Search code examples
carchitecturemallocmemory-alignment

What is the alignment of data on the stack?


I read K&R C(2nd) 185p and one part was hard to understand.

Although machines vary, for each machine there is a most restrictive type: if the most restrictive type can be stored at a particular address, all other types may be also. On some machines, the most restrictive type is a double; on others, int or long suffices.

I think
most modern computers are byte-addressable(by wiki). The smallest data type char is enough to fit in any stack area. So all data types are adequate to arbitrary stack position. But why does such restriction exist?

In this similar question,

CPUs often require that (or work more efficiently if) certain types of data are stored at addresses that are a multiple of some (power-of-two) value.

This explains about my question. But I couldn't understand it. Does that mean certain addresses of a power of two(2, 4, 8, 16, ..., 1024, 2048, ...) in the stack require certain types?
If so, why? Or if I'm wrong, What does it refer to?


Solution

  • There are two reasons to align data:

    • Hardware requirement. Some machine can only access data in memory if it's properly aligned. Sure, you could perform multiple reads and use some bit arithmetic to emulate reading from any address, but that would be devastating to performance.
    • Performance. Even if a machine can access any data at any address, it might perform better if the data is suitable aligned.

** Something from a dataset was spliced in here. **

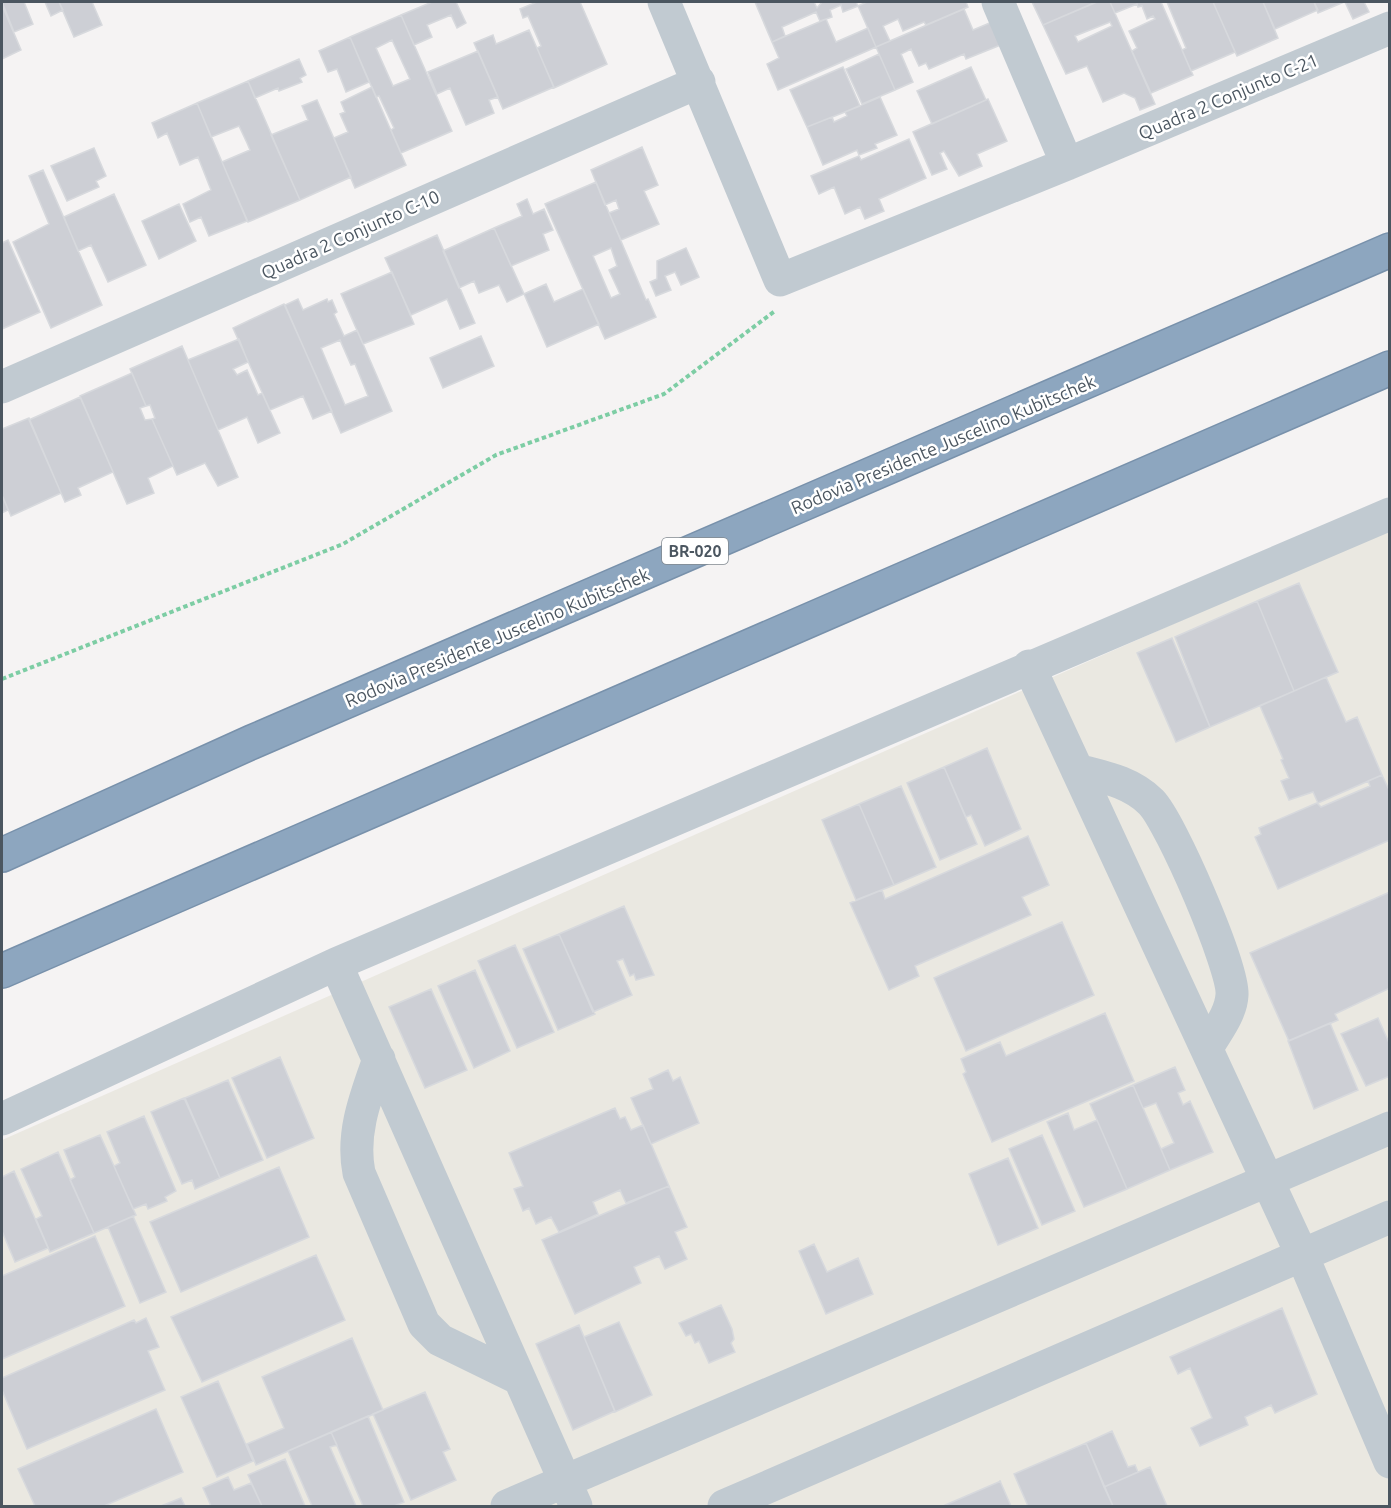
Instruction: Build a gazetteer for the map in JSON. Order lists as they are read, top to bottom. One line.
{"streets":{"highway":["Rodovia Presidente Juscelino Kubitschek","BR-020"],"street":["Quadra 2 Conjunto C-21","Quadra 2 Conjunto C-10"]},"crossings":[["Quadra 2 Conjunto C-21","Quadra 2 Conjunto C-10"]]}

    Of course, this could vary by machine, but "suitably aligned" usually means the address of an N bit datum is evenly divisible by N/8.

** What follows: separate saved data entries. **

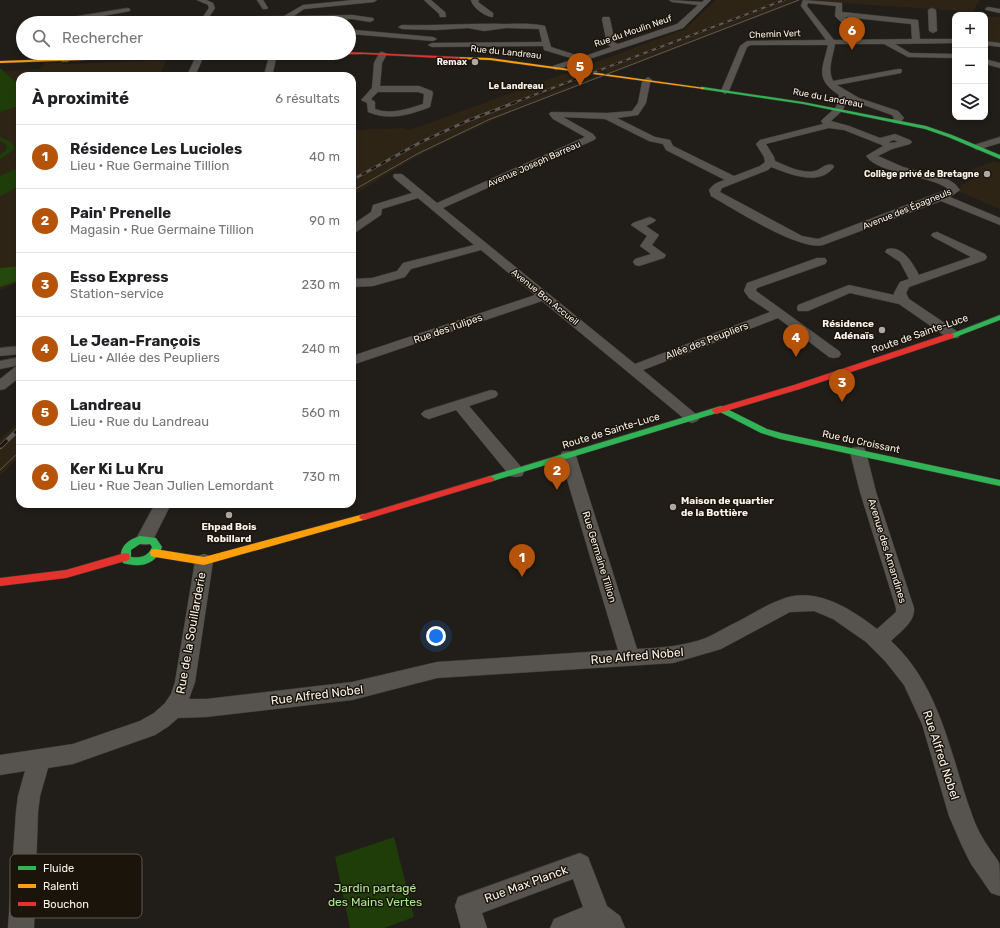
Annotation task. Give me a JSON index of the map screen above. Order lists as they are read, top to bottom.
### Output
{
  "streets": {
    "street": [
      "Rue du Moulin Neuf",
      "Chemin Vert",
      "Rue du Landreau",
      "Avenue Joseph Barreau",
      "Avenue des Épagneuls",
      "Avenue Bon Accueil",
      "Rue des Tulipes",
      "Route de Sainte-Luce",
      "Allée des Peupliers",
      "Rue du Croissant",
      "Avenue des Amandines",
      "Rue Germaine Tillion",
      "Rue de la Souillarderie",
      "Rue Alfred Nobel",
      "Rue Max Planck"
    ]
  },
  "crossings": [
    ["Rue du Moulin Neuf", "Rue du Landreau"],
    ["Chemin Vert", "Rue du Landreau"],
    ["Avenue Joseph Barreau", "Avenue Bon Accueil"],
    ["Avenue Bon Accueil", "Rue des Tulipes"],
    ["Avenue Bon Accueil", "Route de Sainte-Luce"],
    ["Avenue Bon Accueil", "Allée des Peupliers"],
    ["Route de Sainte-Luce", "Rue du Croissant"],
    ["Route de Sainte-Luce", "Rue Germaine Tillion"],
    ["Route de Sainte-Luce", "Rue de la Souillarderie"],
    ["Rue du Croissant", "Avenue des Amandines"],
    ["Avenue des Amandines", "Rue Alfred Nobel"],
    ["Rue Germaine Tillion", "Rue Alfred Nobel"],
    ["Rue de la Souillarderie", "Rue Alfred Nobel"]
  ],
  "districts": ["Le Landreau"],
  "parks": ["Jardin partagé des Mains Vertes"],
  "places": [
    "Remax",
    "Collège privé de Bretagne",
    "Résidence Adénaïs",
    "Maison de quartier de la Bottière",
    "Ehpad Bois Robillard"
  ],
  "legend": ["Fluide", "Ralenti", "Bouchon"],
  "page": {
    "map_buttons": ["+", "−"],
    "search": "Rechercher",
    "pins": [
      "6",
      "5",
      "4",
      "3",
      "2",
      "1"
    ],
    "heading": ["À proximité", "6 résultats"],
    "list": [
      {
        "mark": "1",
        "name": "Résidence Les Lucioles",
        "note": "Lieu · Rue Germaine Tillion",
        "value": "40 m"
      },
      {
        "mark": "2",
        "name": "Pain' Prenelle",
        "note": "Magasin · Rue Germaine Tillion",
        "value": "90 m"
      },
      {
        "mark": "3",
        "name": "Esso Express",
        "note": "Station-service",
        "value": "230 m"
      },
      {
        "mark": "4",
        "name": "Le Jean-François",
        "note": "Lieu · Allée des Peupliers",
        "value": "240 m"
      },
      {
        "mark": "5",
        "name": "Landreau",
        "note": "Lieu · Rue du Landreau",
        "value": "560 m"
      },
      {
        "mark": "6",
        "name": "Ker Ki Lu Kru",
        "note": "Lieu · Rue Jean Julien Lemordant",
        "value": "730 m"
      }
    ]
  }
}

    So, on a machine where alignment matters, a 32-bit int would be placed at a memory address divisible by 4, a 64-bit pointer would be placed at a memory address divisible by 8, etc.

    You can see this in structures.

    #include <stdint.h>
    #include <stdio.h>
    
    typedef struct {
       uint32_t u32;
       void*    p;
       uint8_t  u8;
    } Struct;
    
    int main(void) {
       Struct s;
       printf("%p\n", (void*)&s.u32);
       printf("%p\n", (void*)&s.p);
       printf("%p\n", (void*)&s.u8);
       printf("%p\n", (void*)(&s+1));
       printf("0x%zx\n", sizeof(s));
    }
    
    $ gcc -Wall -Wextra -pedantic a.c -o a && ./a
    0x7ffef5f775d0
    0x7ffef5f775d8
    0x7ffef5f775e0
    0x7ffef5f775e8
    0x18
    

    This means we have this:

     0 1 2 3 4 5 6 7 8 9 a b c d e f 0 1 2 3 4 5 6 7
    +-------+-------+---------------+-+-------------+ 
    | u32   |XXXXXXX| p             |*|XXXXXXXXXXXXX|   * = u8 
    +-------+-------+---------------+-+-------------+   X = unused
    

    Note the wasted space between u32 and p. This is so p is properly aligned.

    Also note the wasted space after u8. This is so the structure itself is properly aligned when you have an array of them. Without this final padding, the u32 and p of the second element of the array wouldn't be properly aligned.

    Finally, note that using

    typedef struct {
       uint32_t u32;
       uint8_t  u8;
       void*    p;
    } Struct;
    

    would have resulted in a smaller structure.

     0 1 2 3 4 5 6 7 8 9 a b c d e f 
    +-------+-+-----+---------------+
    | u32   |*|XXXXX| p             |   * = u8 
    +-------+-+-----+---------------+   X = unused